Major selloff coming?
Stock markets are seriously overbought right now. But, the rally in shares has been bolstered by better than expected economic data and earnings reports. I first pointed to a rally in shares in March, but I didn’t get fully onboard until April (after all, people like Louise Yamada were still pointing to downside risk).
But, by early June, the rally was looking toppy and soon, most savvy investors were saying stick with high quality over junk, despite the huge run up in risky stocks. Personally, I saw June as an important period on the data front, because if data disappointed, shares would sell off. Otherwise the bear market rally could continue, aided by short-covering.
The data in June was better than expected and shares continued to rally despite being seriously overbought. However, the day of reckoning may be upon us. Yves Smith has a good post “Is This the Start of the Big One?”up as to why.
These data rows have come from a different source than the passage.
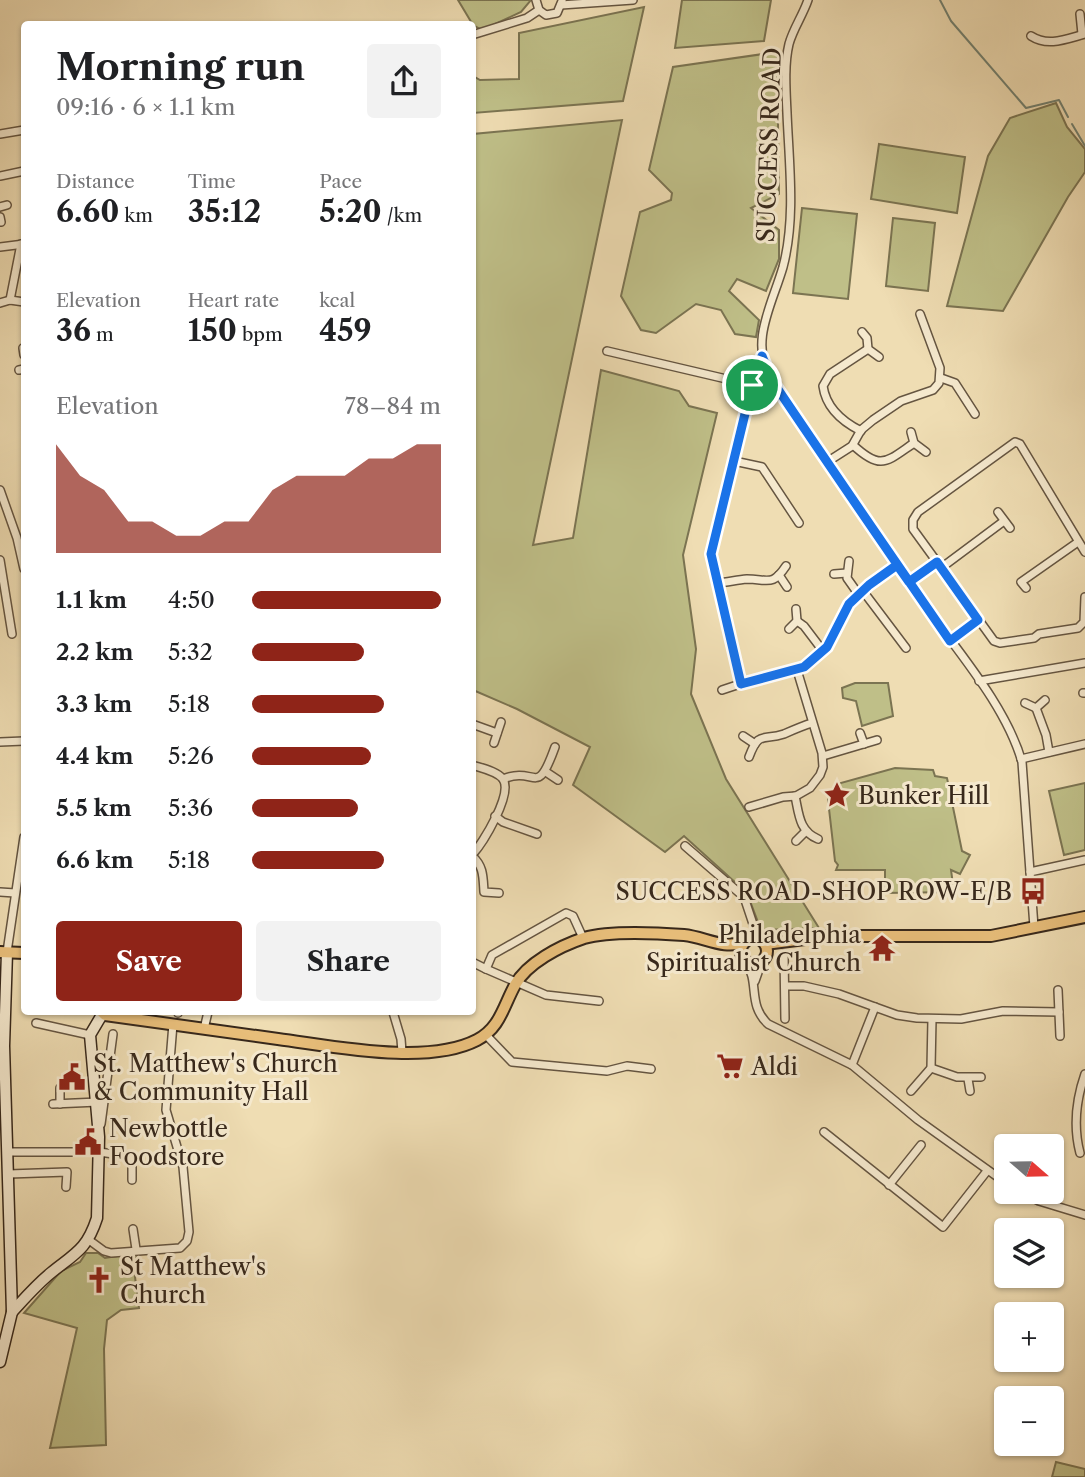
<!DOCTYPE html>
<meta charset="utf-8">
<style>
:root{--surface:#fff;--page:#f2f2f2;--text:#202124;--muted:#757577;--accent:#8f2418}
body{margin:0;font-family:"Libre Caslon Text",serif;background:var(--page);color:var(--text);height:100vh;display:flex;flex-direction:column;font-size:26px;white-space:nowrap}
*{box-sizing:border-box;margin:0}
p{font-size:23px;color:var(--muted)}
.icon{flex:none;width:38px;height:38px;fill:none;stroke:currentColor;stroke-width:2;stroke-linecap:round;stroke-linejoin:round}
.map{position:relative;flex:1;overflow:hidden}
.panel{position:absolute;left:21px;top:21px;width:455px;height:994px;display:flex;flex-direction:column;background:var(--surface);border-radius:7px;box-shadow:0 2px 5px #0004}
.panel>*{flex:none}
.needle{width:46px;rotate:110deg}
.controls{position:absolute;left:994px;top:1134px;display:grid;gap:14px}
.controls a{display:grid;place-items:center;width:70px;height:70px;border-radius:7px;background:var(--surface);box-shadow:0 2px 5px #0004;font-size:35px}
.pin{position:absolute;display:grid;place-items:center;width:60px;height:60px;color:#fff;margin:-30px;border:4px solid #fff;border-radius:50%;box-shadow:0 2px 7px #0007}
.round{display:grid;place-items:center;flex:none;width:74px;height:74px;border-radius:7px;background:var(--page)}
.summary{display:flex;align-items:center;justify-content:space-between;height:119px;padding:0 35px}
h1{font-size:38px;font-weight:800;line-height:52px}
.metrics{display:grid;grid-template-columns:repeat(3,1fr);gap:10px;height:119px;padding:7px 35px}
.metrics div{display:grid;align-content:center}
.metrics b{font-size:30px;font-weight:800}
.metrics small{font-size:19px;font-weight:400}
.metrics p{font-size:19px}
.chart{height:196px;padding:14px 35px}
.chart p{display:flex;justify-content:space-between}
.chart svg{width:100%;height:126px;margin-top:7px;fill:var(--accent);opacity:.7}
.action{display:flex;gap:14px;margin-top:auto;padding:14px 35px}
.action a{flex:1;height:80px;border-radius:7px;background:var(--accent);color:#fff;font-size:28px;font-weight:800;line-height:80px;text-align:center}
.action a+a{background:var(--page);color:var(--text)}
ul{padding:0 35px;list-style:none;font-size:23px}
li{display:grid;grid-template-columns:112px 84px 1fr;align-items:center;height:52px}
li i{height:18px;border-radius:9px;background:var(--accent)}
.map>svg:first-child{display:block}
.green{fill:#bfbf88;stroke:#7b7452;stroke-width:2}
.lines{fill:none;stroke-linecap:round;stroke-linejoin:round}
.stream{stroke:#728171;stroke-width:2}
.street-casing{stroke:#655541;stroke-width:10}
.secondary-casing{stroke:#37281b;stroke-width:13}
.primary-casing{stroke:#37281b;stroke-width:14}
.street{stroke:#f5e9ce;stroke-width:7}
.secondary{stroke:#f5e9ce;stroke-width:10}
.primary{stroke:#e8be7a;stroke-width:10}
.route-casing{stroke:#fff;stroke-width:14}
.route{stroke:#1a73e8;stroke-width:9}
.labels{text-anchor:middle;dominant-baseline:central;stroke-width:6;stroke-linejoin:round;paint-order:stroke}
.street-label{font-size:24px;fill:#37281b;stroke:#f5e9ce}
.poi-label{font-size:24px;fill:#37281b;stroke:#f5e9ce;text-anchor:start}
</style>
<div class="map">
<svg width="1085" height="1477" viewBox="0 0 1085 1477">
<rect width="100%" height="100%" fill="#efddb3"/>
<filter id="stains"><feTurbulence type="fractalNoise" baseFrequency=".00286" numOctaves="4"/><feColorMatrix values="0 0 0 0 .2 0 0 0 0 .09 0 0 0 0 .02 0 0 0 .5 -.17"/></filter>
<radialGradient id="worn" r=".72"><stop offset=".6" stop-color="#630" stop-opacity="0"/><stop offset="1" stop-color="#630" stop-opacity=".3"/></radialGradient>
<g class="green">
<polygon points="458,0 531,0 521,12 482,30 473,25"/>
<polygon points="682,0 771,0 764,41 675,48"/>
<polygon points="644,7 623,101 473,113 473,76 480,80 519,79 519,33"/>
<polygon points="777,52 779,194 751,208 779,230 779,259 766,291 737,279 729,291 759,320 756,337 735,334 721,310 696,304 656,333 641,330 621,296 640,212 671,200 672,193 649,170 673,67"/>
<polygon points="1056,103 1067,127 1085,149 1085,172 1068,197 1003,311 947,306 988,156 1010,118"/>
<polygon points="622,120 533,545 573,538 601,370 679,391 689,406 717,413 683,555 696,649 691,694 726,779 819,928 761,930 747,893 684,836 665,852 573,785 590,747 517,709 473,690 473,134"/>
<polygon points="879,144 965,157 957,213 871,199"/>
<polygon points="802,208 857,214 848,299 793,293"/>
<polygon points="893,218 935,223 928,291 886,286"/>
<polygon points="855,683 888,683 893,716 862,726 856,701 843,698 842,688"/>
<polygon points="895,768 933,770 935,776 947,778 962,851 970,855 960,874 951,870 954,892 885,893 885,870 836,870 838,865 835,861 828,800 837,784"/>
<polygon points="1085,783 1085,850 1064,855 1049,791"/>
<polygon points="86,1253 98,1253 105,1258 137,1253 134,1269 139,1308 121,1310 107,1320 104,1349 106,1445 50,1448 77,1328 24,1313 61,1271 80,1262"/>
<polygon points="1056,1462 1085,1469 1085,1477 1052,1477"/>
</g>
<g class="lines">
<g class="stream">
<polyline points="940,0 951,21 1026,108 1059,100 1068,117"/>
<polyline points="1072,124 1085,146"/>
</g>
<defs>
<g id="street">
<polyline points="536,0 539,10 546,15 557,13 562,1"/>
<path d="M808,0c-5,15 -15,29 -19,44 -5,21 -3,47 -2,69 2,50 9,105 -4,154 -11,38 -34,75 -12,112 50,76 101,151 153,225 34,48 82,102 98,158l12,165"/>
<polyline points="561,5 633,0"/>
<polyline points="1080,14 1082,34"/>
<polyline points="472,35 527,18 539,10"/>
<path d="M1031,36c17,11 35,3 54,-2"/>
<polyline points="0,134 24,130"/>
<polyline points="0,176 24,171"/>
<polyline points="0,207 7,205"/>
<polyline points="0,217 1,222"/>
<polyline points="0,247 24,244"/>
<polyline points="10,300 21,244"/>
<polyline points="0,303 10,300 24,302"/>
<polyline points="862,332 867,338 868,349 879,357"/>
<polyline points="23,348 24,355"/>
<polyline points="607,351 752,385"/>
<polyline points="19,370 24,369"/>
<polyline points="941,378 955,383 975,414"/>
<path d="M861,431c-18,-9 -35,-23 -38,-45l7,-12 38,-25"/>
<polyline points="911,432 914,443 926,452"/>
<path d="M853,445c28,26 33,17 61,-2"/>
<polyline points="734,461 762,467 799,523"/>
<polyline points="827,462 852,446 861,430 873,420 901,401 933,390 939,383 940,368 920,314"/>
<polyline points="0,490 17,538 24,569"/>
<polyline points="998,512 1010,528"/>
<polyline points="0,560 12,634"/>
<polyline points="849,561 847,578 859,595"/>
<polyline points="937,562 913,529 913,520 918,512 1015,442 1020,444 1085,552"/>
<polyline points="941,568 1004,521"/>
<polyline points="834,574 847,573"/>
<polyline points="779,575 787,587"/>
<polyline points="909,582 937,562 994,641 1000,643 1034,638 1039,634 1078,628 1084,622 1085,597"/>
<path d="M718,583c10,-1 19,-3 29,-4 21,0 25,8 39,-13"/>
<polyline points="1026,588 1021,582 1078,542"/>
<polyline points="863,591 906,648"/>
<polyline points="797,621 804,626 823,651"/>
<polyline points="789,629 797,621 796,609"/>
<polyline points="950,641 978,620"/>
<polyline points="979,681 1085,663"/>
<polyline points="741,684 711,554 755,370 762,356"/>
<polyline points="722,690 758,678 797,670 804,667 827,647 849,604 869,585 897,565"/>
<polyline points="1083,693 1085,693"/>
<polyline points="1025,703 1036,708 1045,700"/>
<polyline points="1036,708 1046,735 1049,752"/>
<polyline points="472,724 497,733"/>
<polyline points="860,733 864,744"/>
<polyline points="743,736 755,744"/>
<polyline points="0,742 24,741"/>
<polyline points="494,743 501,722"/>
<polyline points="823,756 877,740"/>
<path d="M749,757c10,-27 14,-16 35,-23 9,-4 18,-8 28,-11"/>
<polyline points="1021,759 1085,744"/>
<path d="M472,765c9,3 25,6 31,14 10,15 -20,64 -31,76"/>
<polyline points="546,772 558,780"/>
<path d="M503,779c34,-14 33,21 52,-32"/>
<path d="M795,796c4,18 4,35 23,43"/>
<polyline points="749,807 783,797 796,796 810,788 820,775 823,767 822,753 797,670"/>
<polyline points="495,816 503,822 537,834"/>
<polyline points="796,841 805,832"/>
<polyline points="685,846 744,897 755,930 763,941"/>
<path d="M472,856c12,10 11,22 12,36l15,1"/>
<polyline points="1030,872 1085,860"/>
<polyline points="0,892 15,893"/>
<polyline points="583,938 573,916 566,913 492,955 486,969 546,995 599,1001"/>
<polyline points="7,952 24,837"/>
<polyline points="784,954 785,1019"/>
<polyline points="472,962 486,969"/>
<path d="M746,962c14,22 1,42 22,62l84,41 66,55 88,63"/>
<polyline points="755,981 762,961"/>
<polyline points="785,986 804,986 839,994 897,1015 917,1018 961,1019 1003,1011 1059,1012"/>
<polyline points="1058,990 1060,1036"/>
<polyline points="393,1012 401,1039 402,1052"/>
<polyline points="178,1013 178,1012"/>
<polyline points="36,1023 90,1035"/>
<polyline points="204,1029 208,1012"/>
<polyline points="486,1035 512,1062 607,1071 627,1066 651,1069"/>
<polyline points="852,1065 875,1007"/>
<polyline points="931,1068 957,1077 981,1077"/>
<polyline points="968,1079 970,1091"/>
<polyline points="60,1088 60,1104"/>
<polyline points="911,1091 931,1068 932,1019"/>
<polyline points="53,1104 98,1102"/>
<polyline points="101,1124 113,1034"/>
<polyline points="824,1132 943,1227 987,1171"/>
<polyline points="9,1152 99,1152 128,1156 132,1162 132,1180"/>
<path d="M1080,1153c-7,-27 -4,-53 5,-79"/>
<polyline points="9,1174 67,1172 66,1187"/>
<polyline points="889,1185 921,1145"/>
<polyline points="1022,1192 1039,1201 1085,1215"/>
<polyline points="133,1229 136,1249"/>
<polyline points="89,1240 104,1251 111,1253 180,1248 187,1241 189,1232 183,1167 166,1110 173,1024"/>
</g>
<g id="secondary">
<path d="M12,1312c13,-14 25,-28 40,-40 24,-19 35,-23 45,-54l2,-81 -9,-102 13,-22"/>
<polyline points="0,1362 12,1312 4,1046 7,952"/>
</g>
<g id="primary">
<circle cx="754" cy="951" r="13"/>
<polyline points="765,944 829,936 991,936 1085,917"/>
<polyline points="0,952 24,953"/>
<path d="M102,1012l3,3c58,8 116,16 173,24 55,7 149,27 199,1 23,-12 26,-33 38,-55 12,-22 45,-39 69,-47 24,-7 73,-5 100,-3 21,2 39,15 61,7"/>
</g>
</defs>
<use href="#street" class="street-casing"/>
<use href="#secondary" class="secondary-casing"/>
<use href="#primary" class="primary-casing"/>
<use href="#street" class="street"/>
<use href="#secondary" class="secondary"/>
<use href="#primary" class="primary"/>
</g>
<g class="lines">
<defs>
<path id="route" d="M752,385l-41,169 30,130 63,-17 23,-20 22,-43 20,-19 28,-20 12,17 28,-20 41,58 -28,21c-60,-87 -120,-174 -179,-262l-9,-23 -10,29"/>
</defs>
<use href="#route" class="route-casing"/>
<use href="#route" class="route"/>
</g>
<defs>
<symbol id="sight-bare" viewBox="-9 -9 18 18"><path d="M0-6L1.8-2.2L6-1.7L2.9 1.2L3.7 5.4L0 3.3L-3.7 5.4L-2.9 1.2L-6-1.7L-1.8-2.2Z" fill="#8f2418" stroke="#f5e9ce" stroke-width="2.5" paint-order="stroke"/></symbol>
<symbol id="bus-bare" viewBox="-9 -9 18 18"><path d="M-5-6H5V4H4V6H2V4H-2V6H-4V4H-5ZM-3.5-4V0h7V-4ZM-3.5 1.2v1.5H-2V1.2ZM2 1.2v1.5H3.5V1.2Z" fill="#8f2418" stroke="#f5e9ce" stroke-width="2.5" paint-order="stroke"/></symbol>
<symbol id="temple-bare" viewBox="-9 -9 18 18"><path d="M0-6L5-2H3V0L6.5 2.5H4V6H1.5V3h-3V6H-4V2.5H-6.5L-3 0V-2H-5Z" fill="#8f2418" stroke="#f5e9ce" stroke-width="2.5" paint-order="stroke"/></symbol>
<symbol id="supermarket-bare" viewBox="-9 -9 18 18"><path d="M-6-5.5h2.5l.6 2H6L4.5 2H-2.5L-4.4-4H-6ZM-1.5 3.2a1.3 1.3 0 1 0 .1 0ZM3 3.2a1.3 1.3 0 1 0 .1 0Z" fill="#8f2418" stroke="#f5e9ce" stroke-width="2.5" paint-order="stroke"/></symbol>
<symbol id="civic-bare" viewBox="-9 -9 18 18"><path d="M-.6-6.5H3V-4.5H.6V-3L4-1V1h2V6H-6V1h2V-1L-.6-3ZM-1.2 2.5V6h2.4V2.5Z" fill="#8f2418" stroke="#f5e9ce" stroke-width="2.5" paint-order="stroke"/></symbol>
<symbol id="church-bare" viewBox="-9 -9 18 18"><path d="M-1.2-6h2.4v3.5h3.3v2.4h-3.3V6h-2.4V-.1h-3.3v-2.4h3.3Z" fill="#8f2418" stroke="#f5e9ce" stroke-width="2.5" paint-order="stroke"/></symbol>
</defs>
<g fill-rule="evenodd">
<use href="#sight-bare" x="818" y="776" width="38" height="38"/>
<use href="#bus-bare" x="1014" y="872" width="38" height="38"/>
<use href="#temple-bare" x="863" y="929" width="38" height="38"/>
<use href="#supermarket-bare" x="711" y="1047" width="38" height="38"/>
<use href="#civic-bare" x="53" y="1058" width="38" height="38"/>
<use href="#civic-bare" x="69" y="1123" width="38" height="38"/>
<use href="#church-bare" x="80" y="1261" width="38" height="38"/>
</g>
<g class="labels">
<g class="street-label">
<text transform="translate(769 145) rotate(-88)">SUCCESS ROAD</text>
</g>
<g class="poi-label">
<text x="858" y="795">Bunker Hill</text>
<text x="1012" y="891" text-anchor="end">SUCCESS ROAD-SHOP ROW-E/B</text>
<text x="861" y="934" text-anchor="end">Philadelphia<tspan x="861" dy="28">Spiritualist Church</tspan></text>
<text x="93" y="1063">St. Matthew's Church<tspan x="93" dy="28">&amp; Community Hall</tspan></text>
<text x="751" y="1066">Aldi</text>
<text x="109" y="1128">Newbottle<tspan x="109" dy="28">Foodstore</tspan></text>
<text x="120" y="1266">St Matthew's<tspan x="120" dy="28">Church</tspan></text>
</g>
</g>
<rect width="100%" height="100%" filter="url(#stains)"/>
<rect width="100%" height="100%" fill="url(#worn)"/>
</svg>
<div class="controls">
<a><svg class="needle" viewBox="-14 -14 28 28"><path d="M0-13l5 13h-10z" fill="#e53935"/><path d="M0 13l5-13h-10z" fill="#757577"/></svg></a>
<a><svg class="icon" aria-label="layers" viewBox="0 0 24 24"><path d="M12 4l9 5-9 5-9-5zM3 14l9 5 9-5"/></svg></a>
<a>+</a>
<a>−</a>
</div>
<div class="pin" style="left:752px;top:385px;background:#1e9e55"><svg class="icon" aria-label="arrive" viewBox="0 0 24 24"><path d="M6 21V4h12l-3 4 3 4H6"/></svg></div>
<section class="panel">
<div class="summary"><div><h1>Morning run</h1><p>09:16 · 6 × 1.1 km</p></div><a class="round"><svg class="icon" aria-label="share" viewBox="0 0 24 24"><path d="M12 15V3M7 8l5-5 5 5M5 13v7h14v-7"/></svg></a></div>
<div class="metrics">
<div><p>Distance</p><b>6.60<small> km</small></b></div>
<div><p>Time</p><b>35:12</b></div>
<div><p>Pace</p><b>5:20<small> /km</small></b></div>
</div>
<div class="metrics">
<div><p>Elevation</p><b>36<small> m</small></b></div>
<div><p>Heart rate</p><b>150<small> bpm</small></b></div>
<div><p>kcal</p><b>459</b></div>
</div>
<div class="chart"><p><span>Elevation</span>78–84 m</p>
<svg viewBox="0 0 160 44" preserveAspectRatio="none"><path d="M0 44V6L10 17L20 22L30 33L40 33L50 38L60 38L70 33L80 33L90 22L100 17L110 17L120 17L130 11L140 11L150 6L160 6V44z"/></svg>
</div>
<ul>
<li><b>1.1 km</b>4:50<i style="width:100%"></i></li>
<li><b>2.2 km</b>5:32<i style="width:59%"></i></li>
<li><b>3.3 km</b>5:18<i style="width:70%"></i></li>
<li><b>4.4 km</b>5:26<i style="width:63%"></i></li>
<li><b>5.5 km</b>5:36<i style="width:56%"></i></li>
<li><b>6.6 km</b>5:18<i style="width:70%"></i></li>
</ul>
<div class="action"><a>Save</a><a>Share</a></div>
</section>
</div>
What worries me is that the rally in shares has been pure multiple expansion. You have quality retail stocks like Nordstrom (JWM) trading for 20x forward earnings when there has been no discernible uptick in retail sales. That’s crazy. Moreover, as I said in May when consumer confidence was exploding through the roof, “Let’s remember that confidence does not translate into consumption, especially as most of the uptick here was in consumer expectations.” And, indeed, underlying consumer demand has been weak.
So, where does that leave us? Back to where we were in late May, awaiting another set of data points to confirm the initially bullish economic data of this past summer. If the data is good, shares will rally yet again. However, there is increasing concern that the global recovery will not be robust. See this morning’s CNN Money’s article.
With China in full bubble mode and stocks there having sold off over 5% today, we are seeing a major meltdown across Asia and Europe as worries that we have gone too far too fast take hold. Below is the pre-market data as of 8:45AM ET.
As we head into September and October, when many major market crashes have happened, expect investors’ nervousness to increase.